Ему нечего было возразить. Он поймал руками пустоту, и это было правдой.

— Как хорошо вы осведомлены о том, что творится в нашем племени, хан. Восхищаюсь вашими способностями, — холодно проронил Мунно, лихорадочно ища в уме доводы, способные убедить Совет.

Однако примчавшийся Даон повернул обсуждение в совершенно неожиданную сторону.

Он доложил, что девчонке стало совсем худо, и один из пленных умолял спасти ее в обмен на тайну Когурё. Это известие воодушевило вождей и убедило в том, что Мунно вложил им в руки поистине сильный козырь.

На рассвете гонец отправился с письмом к Владыке.

Ответ пришел через семь дней, в котором, вопреки ожиданиям, говорилось, что враг на переговоры идти не намерен. Все было напрасно. Оставалось только решить, что делать с пленными и как обезопасить себя от военной угрозы, которая теперь нависла над мохэ черной тучей.
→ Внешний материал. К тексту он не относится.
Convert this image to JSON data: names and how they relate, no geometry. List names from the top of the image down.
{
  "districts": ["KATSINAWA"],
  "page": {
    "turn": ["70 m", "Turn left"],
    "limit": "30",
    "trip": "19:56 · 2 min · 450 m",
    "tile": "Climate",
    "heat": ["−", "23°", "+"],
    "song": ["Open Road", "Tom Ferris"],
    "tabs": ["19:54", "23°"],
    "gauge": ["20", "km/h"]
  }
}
Когурё не прощало такой дерзости.

— Значит, все было ложью. — Мунно швырнул под ноги Кымлан исписанную черными символами белую ткань, на которой стояла печать государя Когурё.

— Пророчество существует, — возразила она, медленно поднимая с пола послание. Разгладив на коленях измятое полотно, Кымлан как будто с нежностью провела пальцами по начертанным знакам. — Только в него никто не верит.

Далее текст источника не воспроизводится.